ISLAMABAD: Textile exporters in Pakistan have called on the federal government to reverse key budgetary policies, warning that continued disruption of supply chains could severely impact over $9 billion in value-added textile exports.
In a joint letter to Prime Minister Shehbaz Sharif, the Pakistan Readymade Garments Manufacturers and Exporters Association (PRGMEA) and the Pakistan Hosiery Manufacturers and Exporters Association (PHMA) demanded swift intervention. The two leading bodies asked for an immediate meeting to address tariff barriers and restrictive policies that, they say, are throttling Pakistan’s textile export sector.
The associations identified four major concerns for the upcoming fiscal year’s budget. One of the biggest issues was recent changes to the Export Facilitation Scheme (EFS), which they argue have negatively impacted small and medium-sized enterprises (SMEs). They urged the government to restore the original scheme to preserve international competitiveness and meet buyer expectations.
Textile exporters also called for the reinstatement of the final tax regime, stating that it would reduce administrative burdens and compliance costs for SMEs. They emphasized that this move is essential for the financial health of value-added exporters.
Additionally, both associations requested automated and timely disbursement of sales tax and customs rebates, as well as reimbursements under the Drawback of Local Taxes and Levies (DLTL) and Duty Drawback of Taxes (DDT) schemes. They proposed a simplified, paperless approach to DLTL to ease liquidity constraints.

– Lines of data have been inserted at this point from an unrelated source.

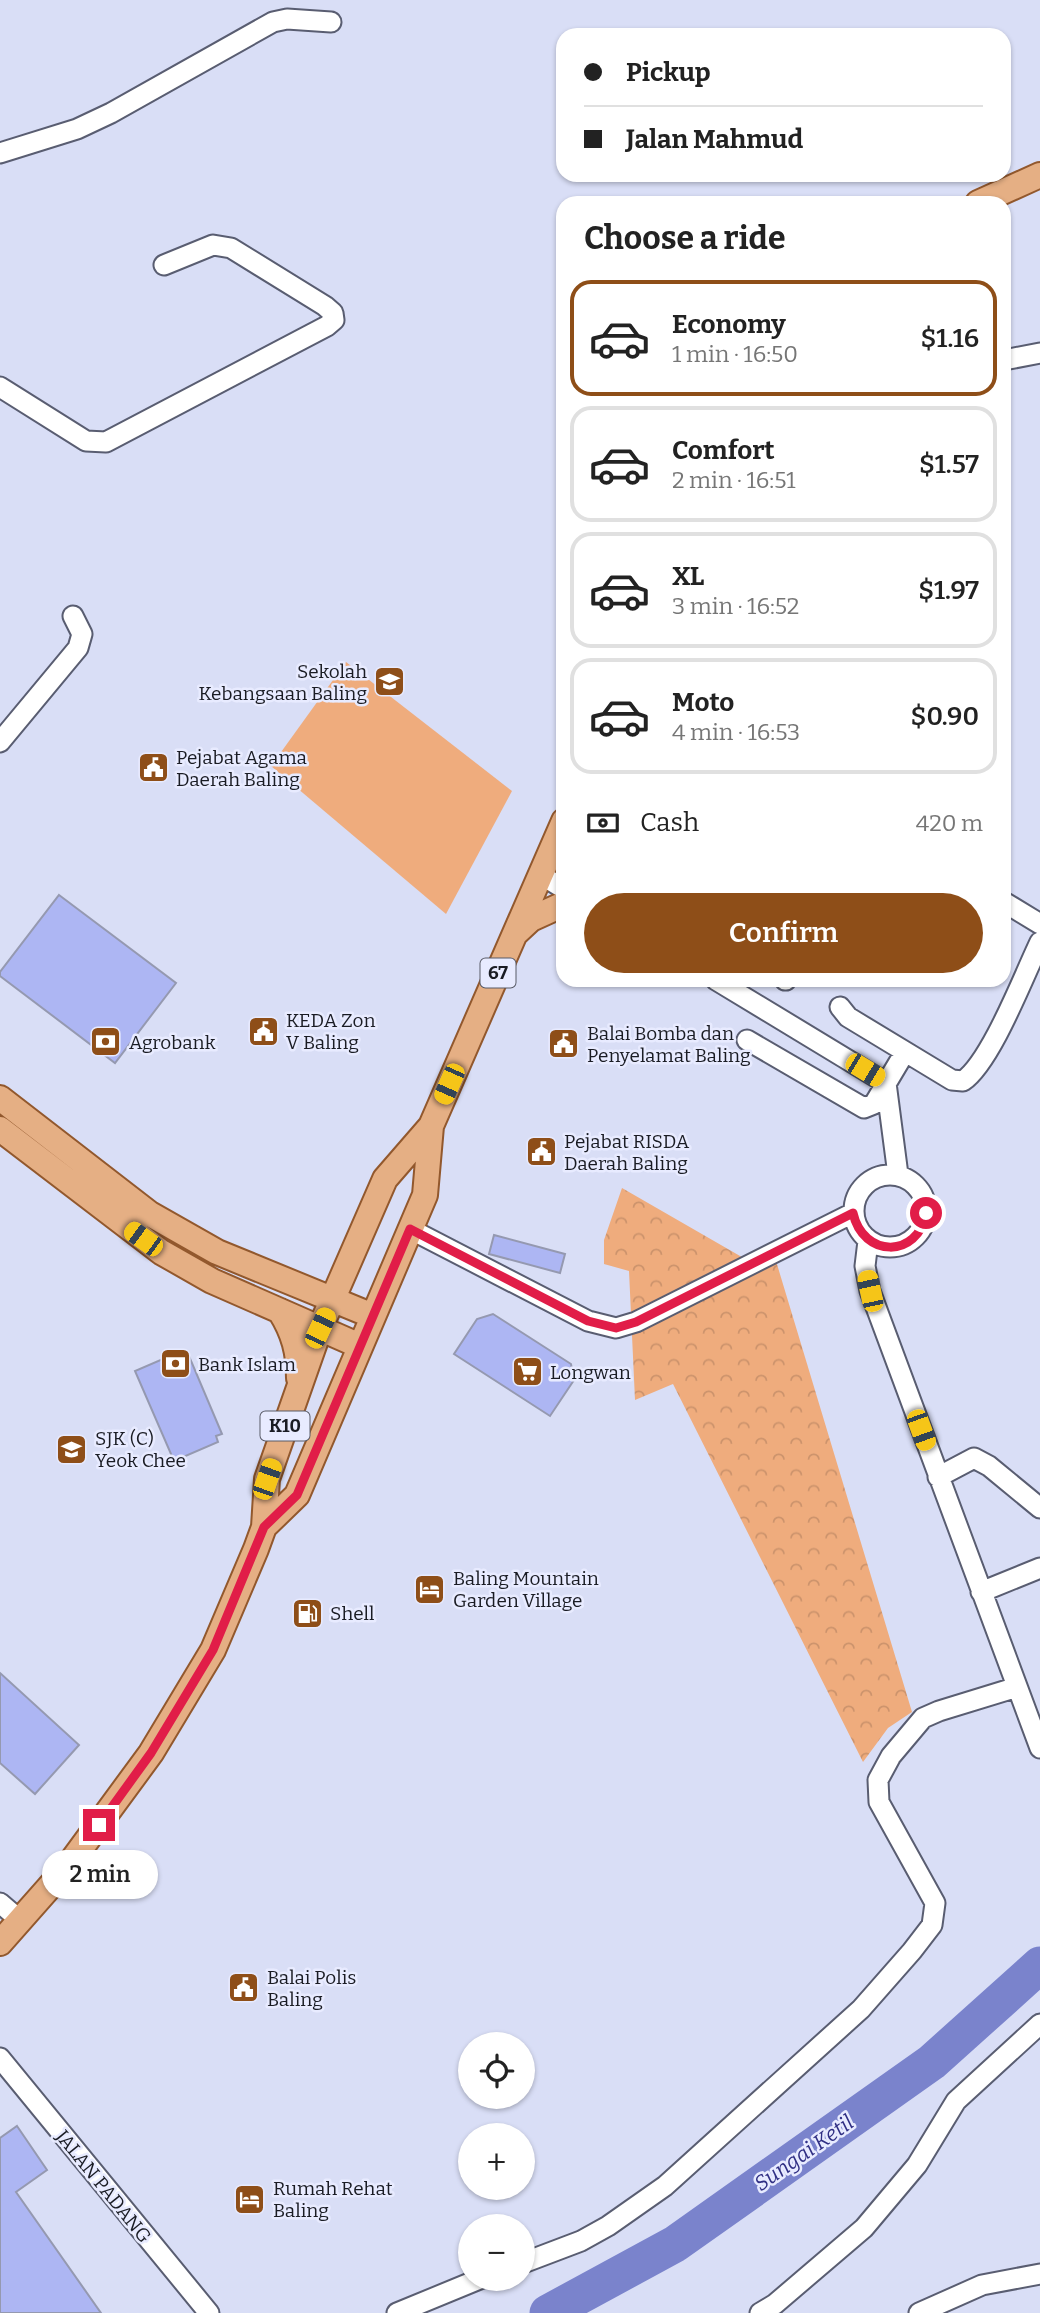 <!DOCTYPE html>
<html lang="en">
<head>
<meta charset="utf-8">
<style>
	:root { --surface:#fff; --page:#f6f6f6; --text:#222; --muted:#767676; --line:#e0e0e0; --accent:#8e4e18 }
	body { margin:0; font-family:Bitter,serif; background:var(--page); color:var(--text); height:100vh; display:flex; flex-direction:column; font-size:26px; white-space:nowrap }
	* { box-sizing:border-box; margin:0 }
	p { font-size:23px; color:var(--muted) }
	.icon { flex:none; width:38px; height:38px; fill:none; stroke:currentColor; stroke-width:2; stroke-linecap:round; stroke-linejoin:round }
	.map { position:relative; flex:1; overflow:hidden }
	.side { position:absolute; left:556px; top:196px; width:455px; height:791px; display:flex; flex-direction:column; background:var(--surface); border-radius:21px; box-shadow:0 2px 5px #0004 }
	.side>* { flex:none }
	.top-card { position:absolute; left:556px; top:28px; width:455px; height:154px; border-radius:21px; box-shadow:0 2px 5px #0004; display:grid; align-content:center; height:154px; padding:0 28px; background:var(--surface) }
	.controls { position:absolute; left:458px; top:2032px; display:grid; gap:14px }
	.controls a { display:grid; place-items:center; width:77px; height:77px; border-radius:50%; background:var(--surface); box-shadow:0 2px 5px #0004; font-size:35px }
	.end { position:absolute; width:32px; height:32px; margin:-16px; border:9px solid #e11d48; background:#fff; box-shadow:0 0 0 4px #fff }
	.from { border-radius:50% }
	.bubble { position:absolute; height:49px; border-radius:24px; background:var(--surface); box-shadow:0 2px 5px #0004; font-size:23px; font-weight:600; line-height:49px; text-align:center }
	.car { position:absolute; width:21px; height:42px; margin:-21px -10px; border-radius:9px; box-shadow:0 0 5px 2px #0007; background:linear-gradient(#f5c518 24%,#345 0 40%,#f5c518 0 76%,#345 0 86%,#f5c518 0) }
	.top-card b { display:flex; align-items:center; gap:24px; height:66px; font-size:26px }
	.top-card b+b { border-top:2px solid var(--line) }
	.top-card i { width:18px; height:18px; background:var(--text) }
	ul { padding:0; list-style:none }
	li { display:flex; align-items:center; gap:21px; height:116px; margin:0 14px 10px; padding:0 14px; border:4px solid var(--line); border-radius:21px }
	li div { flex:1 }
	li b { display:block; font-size:26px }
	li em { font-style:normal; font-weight:600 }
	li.selected { border-color:var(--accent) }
	li>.icon { width:63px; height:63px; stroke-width:1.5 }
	h2 { padding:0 28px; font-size:32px; line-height:84px }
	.pay { display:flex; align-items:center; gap:18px; height:77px; padding:0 28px; font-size:26px }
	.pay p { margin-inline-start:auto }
	.button { display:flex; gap:14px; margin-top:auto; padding:14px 28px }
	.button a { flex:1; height:80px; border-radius:42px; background:var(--accent); color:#fff; font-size:28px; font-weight:600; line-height:80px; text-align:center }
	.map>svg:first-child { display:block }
</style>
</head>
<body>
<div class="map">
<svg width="1040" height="2313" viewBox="0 0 1040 2313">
	<defs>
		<pattern id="forest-crowns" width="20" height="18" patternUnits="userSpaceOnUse" patternTransform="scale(1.75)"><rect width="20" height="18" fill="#efac7d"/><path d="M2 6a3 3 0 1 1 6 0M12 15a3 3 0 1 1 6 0" fill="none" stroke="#cc936c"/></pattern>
	</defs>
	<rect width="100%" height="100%" fill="#d9def6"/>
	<path fill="url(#forest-crowns)" d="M622,1188L747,1260L773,1251L912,1712L888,1728L863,1762L673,1384L635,1400L629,1271L604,1264V1240Z"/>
	<path fill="#efac7d" d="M346,662L512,791L446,914L271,766Z"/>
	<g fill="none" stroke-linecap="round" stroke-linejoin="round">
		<path stroke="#7a83cc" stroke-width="37" d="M548,2313L675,2244L932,2062L1040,1965"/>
	</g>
	<path fill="#adb6f3" stroke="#9599b0" stroke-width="2" d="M59,895L176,983L115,1063L0,976V972Z
		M494,1235L565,1254L560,1273L489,1254Z
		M493,1314L571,1364L574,1380L550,1416L454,1354L477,1319Z
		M179,1352L182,1359L189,1356L222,1434L216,1436L218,1442L174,1461L135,1371Z
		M0,1673L79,1745L35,1794L0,1763Z
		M17,2126L47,2170L16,2192L101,2313H0V2138Z"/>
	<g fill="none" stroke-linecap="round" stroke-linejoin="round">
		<defs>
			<path id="minor" d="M0,153L77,129L111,113L273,22L287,19L331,22
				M1004,360L1040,353
				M0,387L86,441L106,442L327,326L334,320L333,313L325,306L231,248L213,245L164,265
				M0,742L78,648L82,634L73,616
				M541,875L564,889
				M1004,902L1040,924
				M716,980L886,1083L898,1175
				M785,980H786
				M840,1007L848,1017L952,1080L963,1081C991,1062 1024,975 1040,942
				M747,1040L864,1108L874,1104L905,1052
				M854 1211a36 36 0 1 1 72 0a36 36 0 1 1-72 0Z
				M410,1229L588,1321L616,1328L636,1322L853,1213
				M868,1241L865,1266L870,1291L1040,1748
				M938,1477L974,1458L989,1466L1040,1508
				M981,1592L1040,1568
				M0,1903L21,1921
				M0,2058L209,2313
				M523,2263L581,2241L608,2226L665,2186L861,2009L912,1951L932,1925L935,1903L879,1802L878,1780L891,1756L923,1718L939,1711L1017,1687
				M397,2313L482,2278
				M760,2313L775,2304L864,2228L917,2165L956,2101L1040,2024
				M919,2313L982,2285L1040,2274"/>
			<path id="major" d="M978,203L1040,175
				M517,932L531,919L564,904
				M0,1098L150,1214L217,1252L373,1316
				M0,1129L161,1252L212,1281L360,1346
				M280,1311C294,1333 299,1353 299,1378
				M264,1527L297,1495L425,1195L431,1126
				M0,1943L68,1866L151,1753L213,1650L256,1549L264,1527L267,1479L320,1328L385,1179L431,1126L564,821"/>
		</defs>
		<use href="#minor" stroke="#595d71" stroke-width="23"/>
		<use href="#major" stroke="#92582d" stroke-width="28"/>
		<use href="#minor" stroke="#fff" stroke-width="19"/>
		<use href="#major" stroke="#e5af84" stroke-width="24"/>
	</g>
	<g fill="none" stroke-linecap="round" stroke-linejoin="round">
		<path stroke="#e11d48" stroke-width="9" d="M99,1825L151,1753L213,1650L264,1527L297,1495L410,1229L588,1321L616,1328L636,1322L853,1213C863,1258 918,1259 926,1213"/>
	</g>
	<defs>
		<symbol id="school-square" viewBox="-11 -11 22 22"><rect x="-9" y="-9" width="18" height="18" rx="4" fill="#8e4e18" stroke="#e8ebff"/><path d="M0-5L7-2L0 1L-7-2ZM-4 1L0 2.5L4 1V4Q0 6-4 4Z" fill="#fff"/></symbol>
		<symbol id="civic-square" viewBox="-11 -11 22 22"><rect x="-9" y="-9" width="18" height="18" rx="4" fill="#8e4e18" stroke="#e8ebff"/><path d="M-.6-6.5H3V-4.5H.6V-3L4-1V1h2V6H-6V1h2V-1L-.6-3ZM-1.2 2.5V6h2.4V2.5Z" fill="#fff"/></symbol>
		<symbol id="bank-square" viewBox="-11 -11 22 22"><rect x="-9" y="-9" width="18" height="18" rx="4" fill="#8e4e18" stroke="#e8ebff"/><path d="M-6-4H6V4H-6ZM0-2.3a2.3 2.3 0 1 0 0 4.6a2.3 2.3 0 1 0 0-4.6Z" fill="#fff"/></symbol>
		<symbol id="supermarket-square" viewBox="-11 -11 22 22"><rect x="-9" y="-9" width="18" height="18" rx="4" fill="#8e4e18" stroke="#e8ebff"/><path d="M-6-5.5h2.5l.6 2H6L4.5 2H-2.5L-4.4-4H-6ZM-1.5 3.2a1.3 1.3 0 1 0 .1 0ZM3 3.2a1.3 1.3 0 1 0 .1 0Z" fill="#fff"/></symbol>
		<symbol id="hotel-square" viewBox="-11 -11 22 22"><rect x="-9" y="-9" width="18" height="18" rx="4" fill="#8e4e18" stroke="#e8ebff"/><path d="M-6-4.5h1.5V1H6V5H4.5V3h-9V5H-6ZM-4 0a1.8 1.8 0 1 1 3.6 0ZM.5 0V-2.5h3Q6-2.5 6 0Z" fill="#fff"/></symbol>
		<symbol id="fuel-square" viewBox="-11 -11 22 22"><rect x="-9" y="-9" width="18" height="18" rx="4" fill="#8e4e18" stroke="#e8ebff"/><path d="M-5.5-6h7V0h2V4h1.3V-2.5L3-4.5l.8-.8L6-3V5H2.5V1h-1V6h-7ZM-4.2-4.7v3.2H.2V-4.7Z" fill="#fff"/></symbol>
	</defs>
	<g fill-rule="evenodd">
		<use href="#school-square" x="372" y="664" width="35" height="35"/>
		<use href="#civic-square" x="136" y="750" width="35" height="35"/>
		<use href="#civic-square" x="246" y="1014" width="35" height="35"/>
		<use href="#bank-square" x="88" y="1024" width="35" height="35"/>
		<use href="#civic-square" x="546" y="1026" width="35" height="35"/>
		<use href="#civic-square" x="524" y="1134" width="35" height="35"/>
		<use href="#bank-square" x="158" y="1346" width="35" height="35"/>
		<use href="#supermarket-square" x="510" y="1354" width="35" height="35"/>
		<use href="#school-square" x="54" y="1432" width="35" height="35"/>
		<use href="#hotel-square" x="412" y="1572" width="35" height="35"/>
		<use href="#fuel-square" x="290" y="1596" width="35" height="35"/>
		<use href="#civic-square" x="226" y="1970" width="35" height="35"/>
		<use href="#hotel-square" x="232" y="2182" width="35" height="35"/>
	</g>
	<g text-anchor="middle" stroke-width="5" stroke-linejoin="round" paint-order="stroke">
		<g fill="#e8ebff" stroke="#585a66" stroke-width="2">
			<rect x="480.5" y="958.5" width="35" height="29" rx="5"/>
			<rect x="260.5" y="1411.5" width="49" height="29" rx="5"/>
		</g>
		<g font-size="18" font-weight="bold" fill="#1a1c24">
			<text x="498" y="979">67</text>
			<text x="285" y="1432">K10</text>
		</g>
		<g font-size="19" fill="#1a1c24" stroke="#e8ebff" text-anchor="start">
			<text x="367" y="678" text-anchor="end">Sekolah<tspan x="367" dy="22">Kebangsaan Baling</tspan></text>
			<text x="176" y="764">Pejabat Agama<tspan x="176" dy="22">Daerah Baling</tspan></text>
			<text x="286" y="1027">KEDA Zon<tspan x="286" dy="22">V Baling</tspan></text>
			<text x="587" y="1040">Balai Bomba dan<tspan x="587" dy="22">Penyelamat Baling</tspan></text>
			<text x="129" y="1049">Agrobank</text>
			<text x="564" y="1148">Pejabat RISDA<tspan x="564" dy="22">Daerah Baling</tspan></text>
			<text x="198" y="1371">Bank Islam</text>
			<text x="550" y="1379">Longwan</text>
			<text x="95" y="1445">SJK (C)<tspan x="95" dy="22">Yeok Chee</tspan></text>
			<text x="453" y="1585">Baling Mountain<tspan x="453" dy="22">Garden Village</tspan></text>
			<text x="330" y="1620">Shell</text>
			<text x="267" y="1984">Balai Polis<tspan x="267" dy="22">Baling</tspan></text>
			<text x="273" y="2195">Rumah Rehat<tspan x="273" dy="22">Baling</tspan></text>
		</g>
		<g font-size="19" fill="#1a1c24" stroke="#e8ebff">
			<text transform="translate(104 2186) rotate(51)" y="7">JALAN PADANG</text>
		</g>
		<g font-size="21" font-style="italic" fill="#302f84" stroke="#e8ebff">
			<text transform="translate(804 2153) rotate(-35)" y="7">Sungai Ketil</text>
		</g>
	</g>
</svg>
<div class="controls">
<a><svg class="icon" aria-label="locate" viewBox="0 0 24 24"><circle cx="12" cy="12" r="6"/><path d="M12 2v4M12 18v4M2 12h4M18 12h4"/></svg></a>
<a>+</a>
<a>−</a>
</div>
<i class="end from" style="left:926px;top:1213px"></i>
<i class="end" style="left:99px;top:1825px"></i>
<div class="bubble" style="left:42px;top:1850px;width:116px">2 min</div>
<i class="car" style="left:865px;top:1070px;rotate:121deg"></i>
<i class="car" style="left:449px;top:1084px;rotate:204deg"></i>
<i class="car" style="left:143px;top:1239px;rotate:306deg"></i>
<i class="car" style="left:870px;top:1291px;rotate:348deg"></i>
<i class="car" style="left:320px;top:1328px;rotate:25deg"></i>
<i class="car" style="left:921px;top:1430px;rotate:160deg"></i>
<i class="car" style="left:267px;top:1479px;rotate:19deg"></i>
<div class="top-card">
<b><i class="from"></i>Pickup</b>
<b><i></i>Jalan Mahmud</b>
</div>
<section class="side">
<h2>Choose a ride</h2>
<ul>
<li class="selected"><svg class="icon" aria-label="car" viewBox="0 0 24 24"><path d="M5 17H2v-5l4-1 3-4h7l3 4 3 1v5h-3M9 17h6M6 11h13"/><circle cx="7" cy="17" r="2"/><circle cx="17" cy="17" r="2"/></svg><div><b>Economy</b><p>1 min · 16:50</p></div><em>$1.16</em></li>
<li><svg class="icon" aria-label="car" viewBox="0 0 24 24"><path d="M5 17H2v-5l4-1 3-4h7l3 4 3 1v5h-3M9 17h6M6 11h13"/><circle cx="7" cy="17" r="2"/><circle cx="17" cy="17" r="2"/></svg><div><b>Comfort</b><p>2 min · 16:51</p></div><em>$1.57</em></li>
<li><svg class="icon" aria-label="car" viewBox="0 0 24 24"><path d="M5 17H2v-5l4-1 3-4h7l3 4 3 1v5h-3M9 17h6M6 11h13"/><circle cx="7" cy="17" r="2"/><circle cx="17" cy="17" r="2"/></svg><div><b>XL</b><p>3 min · 16:52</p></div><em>$1.97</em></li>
<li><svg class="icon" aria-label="car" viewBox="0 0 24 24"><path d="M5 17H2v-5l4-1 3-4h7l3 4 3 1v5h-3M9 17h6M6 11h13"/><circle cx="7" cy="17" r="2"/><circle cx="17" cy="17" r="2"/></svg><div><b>Moto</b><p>4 min · 16:53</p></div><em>$0.90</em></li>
</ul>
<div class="pay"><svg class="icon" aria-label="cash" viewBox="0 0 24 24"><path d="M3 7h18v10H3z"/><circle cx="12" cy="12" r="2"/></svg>Cash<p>420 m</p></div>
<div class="button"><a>Confirm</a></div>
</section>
</div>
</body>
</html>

To enhance global competitiveness, the associations suggested that the government negotiate a zero-for-zero apparel tariff agreement with the United States. With Pakistan currently facing 29% tariffs, they argued that such an agreement could unlock new growth opportunities.
The joint letter warned of dire consequences if the government fails to act swiftly, highlighting the risk of mass factory closures, foreign exchange losses, and rising unemployment. They insisted these steps were vital to protecting Pakistan’s top employment-generating export sector and achieving the $100 billion export target.
The textile exporters stressed that global buyers increasingly demand certified, high-performance materials that are unavailable locally. Yet, the import of such raw materials remains hindered by duties and outdated policies.
PRGMEA Regional Chairman Dr. Ayyazuddin and PHMA Zonal Chairman Abdul Hameed emphasized the need for immediate access to critical imports, especially synthetic and functional textiles. They noted that while 80% of the global apparel trade now involves synthetic textiles, Pakistan still heavily relies on cotton-based exports like denim and fleece.
Hameed highlighted that many essential materials—like artificial fibers, technical yarns, and trims listed under HS Chapters 54, 55, and 96—are not manufactured in Pakistan but are still taxed. “Keeping tariffs on non-available raw materials is equivalent to taxing exports before they even happen,” he said.
Former PRGMEA chairmen Ijaz Khokhar and Sajid Saleem Minhas backed these claims. They criticized rigid policies and the reduced EFS input period, from 60 months to just nine, as unrealistic for the industry. They argued that value-added exporters often rely on just-in-time business models and need longer input cycles.
Khokhar added that refund delays were causing severe cash flow issues. Exporters await billions in delayed DLTL, DDT, and sales and withholding tax refunds. The associations called for an automated, time-bound refund system to relieve financial stress.
Minhas highlighted the underperformance of the local spinning sector, noting its inability to meet modern global demands. He argued for duty-free imports of materials not produced in Pakistan to help exporters tap into high-growth markets.
Both associations also urged the Ministry of Commerce to run a global marketing campaign for “Made in Pakistan” apparel. They suggested leveraging embassies, digital platforms, and targeted B2B events to boost brand visibility and international outreach.